FC: L’idea è semplice: vorremmo che chi entra a teatro approfittando di questa celebrazione abbia subito un’impressione di questi trent’anni. Abbiamo selezionato le immagini di una trentina di artisti significativi e altri finiranno in un libro che si troverà all’ingresso. L’idea del laboratorio rientra nell’eredità di cui dicevamo. Una delle caratteristiche di Erbamil è l’attenzione all’ambiente, per cui abbiamo fatto e continuiamo a fare tanti spettacoli su questo tema. Di conseguenza il laboratorio verterà proprio sul fare teatro a tematica ambientale e sul farlo utilizzando la comicità. In questo modo vogliamo avvicinarci ai giovani e dare loro una prospettiva teatrale che poi se vorranno potranno continuare con noi o in altre compagnie.
LB: Il calendario di questa stagione è molto denso (lo trovate in fondo a questo articolo, ndr). Ma alla fine rimane una domanda. Trent’anni, tante stagioni, tantissimi appuntamenti. Insomma, è stata dura?
FC: Dura no, si sa che il mestiere del teatro non è semplice, è precario per definizione. Ogni anno è un tentativo di sopravvivere al meglio realizzando degli obiettivi. Non è però duro, anzi è una fortuna poter vivere di teatro, ho colleghi che hanno dovuto fare altri lavori. Noi grazie anche alla cooperativa siamo riusciti a renderlo, fra compagnia e stagioni, il nostro lavoro.
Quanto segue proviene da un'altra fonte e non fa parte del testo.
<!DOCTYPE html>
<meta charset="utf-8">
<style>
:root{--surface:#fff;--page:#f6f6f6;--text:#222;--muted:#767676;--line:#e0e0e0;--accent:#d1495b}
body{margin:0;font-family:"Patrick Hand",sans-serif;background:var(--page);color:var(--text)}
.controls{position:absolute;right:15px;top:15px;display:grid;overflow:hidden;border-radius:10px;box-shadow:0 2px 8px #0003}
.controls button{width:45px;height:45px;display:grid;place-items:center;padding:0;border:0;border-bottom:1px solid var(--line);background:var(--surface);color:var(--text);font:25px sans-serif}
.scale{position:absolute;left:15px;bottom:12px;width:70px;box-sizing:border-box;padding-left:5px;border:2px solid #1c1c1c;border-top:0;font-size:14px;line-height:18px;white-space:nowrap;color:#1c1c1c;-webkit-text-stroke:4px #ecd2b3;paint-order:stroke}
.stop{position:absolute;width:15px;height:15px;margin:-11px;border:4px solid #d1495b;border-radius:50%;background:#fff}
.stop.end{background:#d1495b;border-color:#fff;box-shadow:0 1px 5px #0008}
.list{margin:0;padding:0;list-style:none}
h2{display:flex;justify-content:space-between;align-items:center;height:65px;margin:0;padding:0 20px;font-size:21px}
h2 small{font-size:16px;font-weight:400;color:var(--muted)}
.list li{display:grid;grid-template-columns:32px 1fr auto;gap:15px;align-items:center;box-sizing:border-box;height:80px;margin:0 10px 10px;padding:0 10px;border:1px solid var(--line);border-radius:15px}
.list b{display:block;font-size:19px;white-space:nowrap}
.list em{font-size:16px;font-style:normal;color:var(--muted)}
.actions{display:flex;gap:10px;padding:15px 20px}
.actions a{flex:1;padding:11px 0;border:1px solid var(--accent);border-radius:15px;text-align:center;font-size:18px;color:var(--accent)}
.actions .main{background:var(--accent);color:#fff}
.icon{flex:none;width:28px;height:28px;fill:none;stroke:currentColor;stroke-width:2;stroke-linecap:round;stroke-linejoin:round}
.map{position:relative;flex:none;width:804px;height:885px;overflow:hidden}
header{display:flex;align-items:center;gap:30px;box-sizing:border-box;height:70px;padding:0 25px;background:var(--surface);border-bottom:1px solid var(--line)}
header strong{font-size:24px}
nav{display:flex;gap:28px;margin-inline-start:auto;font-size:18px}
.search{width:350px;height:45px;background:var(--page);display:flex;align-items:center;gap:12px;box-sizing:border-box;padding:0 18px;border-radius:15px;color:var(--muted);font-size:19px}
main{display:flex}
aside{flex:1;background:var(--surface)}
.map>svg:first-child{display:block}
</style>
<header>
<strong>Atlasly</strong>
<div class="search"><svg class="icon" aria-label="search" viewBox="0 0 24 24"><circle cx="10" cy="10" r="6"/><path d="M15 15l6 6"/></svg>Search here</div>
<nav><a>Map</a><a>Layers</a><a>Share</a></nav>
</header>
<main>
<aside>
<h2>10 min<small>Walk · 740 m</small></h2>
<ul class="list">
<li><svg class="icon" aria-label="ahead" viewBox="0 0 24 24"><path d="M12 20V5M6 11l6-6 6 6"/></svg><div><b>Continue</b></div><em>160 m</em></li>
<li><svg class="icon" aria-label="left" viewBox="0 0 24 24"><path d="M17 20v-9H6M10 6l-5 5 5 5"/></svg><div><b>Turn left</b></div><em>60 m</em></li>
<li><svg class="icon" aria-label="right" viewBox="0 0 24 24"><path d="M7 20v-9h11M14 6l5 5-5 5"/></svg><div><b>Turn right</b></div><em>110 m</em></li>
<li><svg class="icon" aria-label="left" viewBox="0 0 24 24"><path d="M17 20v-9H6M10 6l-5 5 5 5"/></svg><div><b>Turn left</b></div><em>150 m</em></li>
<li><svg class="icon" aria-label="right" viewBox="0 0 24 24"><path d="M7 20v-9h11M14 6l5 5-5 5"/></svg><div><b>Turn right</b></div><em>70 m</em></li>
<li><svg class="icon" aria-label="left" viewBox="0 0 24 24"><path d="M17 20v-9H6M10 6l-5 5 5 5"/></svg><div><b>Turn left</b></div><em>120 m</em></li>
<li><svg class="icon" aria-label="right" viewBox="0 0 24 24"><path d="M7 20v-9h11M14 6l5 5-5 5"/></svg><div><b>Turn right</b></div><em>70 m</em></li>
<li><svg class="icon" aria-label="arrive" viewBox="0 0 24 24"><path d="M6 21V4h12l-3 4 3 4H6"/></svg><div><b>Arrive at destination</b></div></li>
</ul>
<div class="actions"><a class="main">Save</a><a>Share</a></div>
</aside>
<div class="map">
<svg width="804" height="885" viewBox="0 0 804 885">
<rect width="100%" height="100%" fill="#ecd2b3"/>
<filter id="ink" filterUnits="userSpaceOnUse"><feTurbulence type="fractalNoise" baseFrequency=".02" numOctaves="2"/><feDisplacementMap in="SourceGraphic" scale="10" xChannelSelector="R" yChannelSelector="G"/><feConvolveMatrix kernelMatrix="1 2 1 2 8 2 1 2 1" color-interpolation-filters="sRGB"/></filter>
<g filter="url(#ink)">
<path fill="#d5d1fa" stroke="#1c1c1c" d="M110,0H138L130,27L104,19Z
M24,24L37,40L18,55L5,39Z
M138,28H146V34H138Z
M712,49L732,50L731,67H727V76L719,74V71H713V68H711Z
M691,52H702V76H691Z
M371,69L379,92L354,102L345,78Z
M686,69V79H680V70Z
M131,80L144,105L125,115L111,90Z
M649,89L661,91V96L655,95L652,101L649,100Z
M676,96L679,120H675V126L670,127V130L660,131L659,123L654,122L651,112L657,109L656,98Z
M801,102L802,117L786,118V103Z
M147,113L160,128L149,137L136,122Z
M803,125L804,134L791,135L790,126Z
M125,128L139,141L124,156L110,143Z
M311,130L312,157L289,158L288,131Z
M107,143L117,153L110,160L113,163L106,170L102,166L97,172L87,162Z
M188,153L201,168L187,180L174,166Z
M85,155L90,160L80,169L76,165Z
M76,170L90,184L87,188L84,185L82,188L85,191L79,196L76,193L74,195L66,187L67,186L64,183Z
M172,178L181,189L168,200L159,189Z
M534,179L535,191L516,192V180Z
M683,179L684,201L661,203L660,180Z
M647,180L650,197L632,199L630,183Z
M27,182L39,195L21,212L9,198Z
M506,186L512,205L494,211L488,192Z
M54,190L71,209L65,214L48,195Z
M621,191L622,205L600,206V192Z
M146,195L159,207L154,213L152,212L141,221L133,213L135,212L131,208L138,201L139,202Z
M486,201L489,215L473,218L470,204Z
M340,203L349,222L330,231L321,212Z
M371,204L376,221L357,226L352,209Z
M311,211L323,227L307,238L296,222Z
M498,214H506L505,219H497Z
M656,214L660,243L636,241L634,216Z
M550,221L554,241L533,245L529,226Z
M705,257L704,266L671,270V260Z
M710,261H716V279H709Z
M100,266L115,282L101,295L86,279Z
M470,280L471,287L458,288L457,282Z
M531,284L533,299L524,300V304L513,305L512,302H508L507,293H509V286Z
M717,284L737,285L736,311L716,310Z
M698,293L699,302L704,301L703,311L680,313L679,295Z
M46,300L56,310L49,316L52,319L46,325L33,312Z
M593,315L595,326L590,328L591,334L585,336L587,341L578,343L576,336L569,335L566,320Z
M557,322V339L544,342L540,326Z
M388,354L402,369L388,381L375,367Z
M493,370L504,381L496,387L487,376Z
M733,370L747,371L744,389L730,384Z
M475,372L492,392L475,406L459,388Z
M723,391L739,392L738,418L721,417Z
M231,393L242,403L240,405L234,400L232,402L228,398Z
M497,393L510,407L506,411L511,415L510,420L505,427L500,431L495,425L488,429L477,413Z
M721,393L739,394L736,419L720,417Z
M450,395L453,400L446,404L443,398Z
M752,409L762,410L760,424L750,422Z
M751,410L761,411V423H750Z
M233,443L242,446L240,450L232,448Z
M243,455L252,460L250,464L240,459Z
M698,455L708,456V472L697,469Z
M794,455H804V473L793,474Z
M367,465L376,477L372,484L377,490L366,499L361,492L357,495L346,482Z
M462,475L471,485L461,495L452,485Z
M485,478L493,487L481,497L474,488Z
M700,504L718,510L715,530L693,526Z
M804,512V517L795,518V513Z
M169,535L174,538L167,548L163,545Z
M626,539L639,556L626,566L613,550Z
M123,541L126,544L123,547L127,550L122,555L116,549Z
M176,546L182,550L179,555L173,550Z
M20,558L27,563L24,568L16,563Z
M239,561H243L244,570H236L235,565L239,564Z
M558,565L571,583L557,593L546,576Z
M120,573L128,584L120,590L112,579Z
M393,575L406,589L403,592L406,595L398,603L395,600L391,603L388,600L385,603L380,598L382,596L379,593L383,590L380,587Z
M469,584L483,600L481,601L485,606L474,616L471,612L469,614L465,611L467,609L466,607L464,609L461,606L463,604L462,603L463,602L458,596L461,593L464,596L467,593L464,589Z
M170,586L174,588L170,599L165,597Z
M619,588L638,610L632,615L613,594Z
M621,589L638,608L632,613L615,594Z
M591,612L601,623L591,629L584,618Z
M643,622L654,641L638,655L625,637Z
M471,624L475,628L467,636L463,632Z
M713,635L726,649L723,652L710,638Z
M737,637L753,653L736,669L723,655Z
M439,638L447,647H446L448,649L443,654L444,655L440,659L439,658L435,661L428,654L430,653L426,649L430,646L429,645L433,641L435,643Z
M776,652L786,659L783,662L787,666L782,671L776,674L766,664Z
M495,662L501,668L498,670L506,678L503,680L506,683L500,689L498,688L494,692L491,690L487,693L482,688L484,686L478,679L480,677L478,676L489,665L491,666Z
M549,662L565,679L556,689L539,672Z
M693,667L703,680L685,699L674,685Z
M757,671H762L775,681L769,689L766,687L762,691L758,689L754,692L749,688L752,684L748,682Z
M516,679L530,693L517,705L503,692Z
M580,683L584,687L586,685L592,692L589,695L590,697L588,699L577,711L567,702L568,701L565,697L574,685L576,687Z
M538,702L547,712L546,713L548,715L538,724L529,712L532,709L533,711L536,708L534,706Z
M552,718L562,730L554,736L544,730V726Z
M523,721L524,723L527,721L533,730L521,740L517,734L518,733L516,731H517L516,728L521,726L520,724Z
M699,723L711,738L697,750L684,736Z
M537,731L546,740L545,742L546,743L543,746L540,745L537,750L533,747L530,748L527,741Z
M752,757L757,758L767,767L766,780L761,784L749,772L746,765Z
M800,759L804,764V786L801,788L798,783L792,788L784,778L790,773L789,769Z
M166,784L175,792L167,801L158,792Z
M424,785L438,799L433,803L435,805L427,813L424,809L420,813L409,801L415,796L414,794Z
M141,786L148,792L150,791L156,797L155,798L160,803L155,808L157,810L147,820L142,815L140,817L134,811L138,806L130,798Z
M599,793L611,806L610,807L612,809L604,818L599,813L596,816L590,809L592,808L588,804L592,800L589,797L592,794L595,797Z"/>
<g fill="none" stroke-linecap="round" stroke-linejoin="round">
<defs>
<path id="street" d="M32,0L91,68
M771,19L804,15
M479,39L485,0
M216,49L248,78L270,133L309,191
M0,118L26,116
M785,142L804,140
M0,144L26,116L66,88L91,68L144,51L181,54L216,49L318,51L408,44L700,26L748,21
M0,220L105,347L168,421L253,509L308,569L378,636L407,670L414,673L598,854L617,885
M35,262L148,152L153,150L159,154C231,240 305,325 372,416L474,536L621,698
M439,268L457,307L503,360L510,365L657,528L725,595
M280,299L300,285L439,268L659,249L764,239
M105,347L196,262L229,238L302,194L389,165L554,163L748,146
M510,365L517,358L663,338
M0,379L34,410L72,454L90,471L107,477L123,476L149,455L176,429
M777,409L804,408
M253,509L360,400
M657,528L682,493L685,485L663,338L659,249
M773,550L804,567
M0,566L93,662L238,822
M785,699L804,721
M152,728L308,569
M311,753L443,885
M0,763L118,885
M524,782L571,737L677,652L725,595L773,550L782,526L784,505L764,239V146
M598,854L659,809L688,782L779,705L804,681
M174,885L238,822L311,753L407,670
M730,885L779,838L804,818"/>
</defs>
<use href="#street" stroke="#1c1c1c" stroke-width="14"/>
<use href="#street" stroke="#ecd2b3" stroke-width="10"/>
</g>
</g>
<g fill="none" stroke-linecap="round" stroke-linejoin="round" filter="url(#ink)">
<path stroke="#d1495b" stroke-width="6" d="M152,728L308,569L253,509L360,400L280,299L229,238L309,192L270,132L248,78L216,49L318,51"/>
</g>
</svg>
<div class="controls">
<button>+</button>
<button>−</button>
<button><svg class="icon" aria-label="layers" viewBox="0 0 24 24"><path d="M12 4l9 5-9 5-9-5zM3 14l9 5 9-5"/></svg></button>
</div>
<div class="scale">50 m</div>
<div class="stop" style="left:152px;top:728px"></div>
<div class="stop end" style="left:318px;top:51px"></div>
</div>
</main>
Come ce l’abbiamo fatta? Tanta fatica, energia, tanti grandi artisti che sono passati da noi quando erano ancora piccoli e poi sono diventati nomi importanti della scena nazionale o addirittura internazionale. C’è però anche un altro aspetto che ci ha aiutato. In un teatro piccolo come il nostro tutto è molto più ravvicinato, quindi il rapporto umano con gli artisti e il pubblico è favorito. E il rapporto umano è un meccanismo sano che aiuta la vita di un teatro, perché è molto più semplice capire e rispondere alle esigenze del pubblico.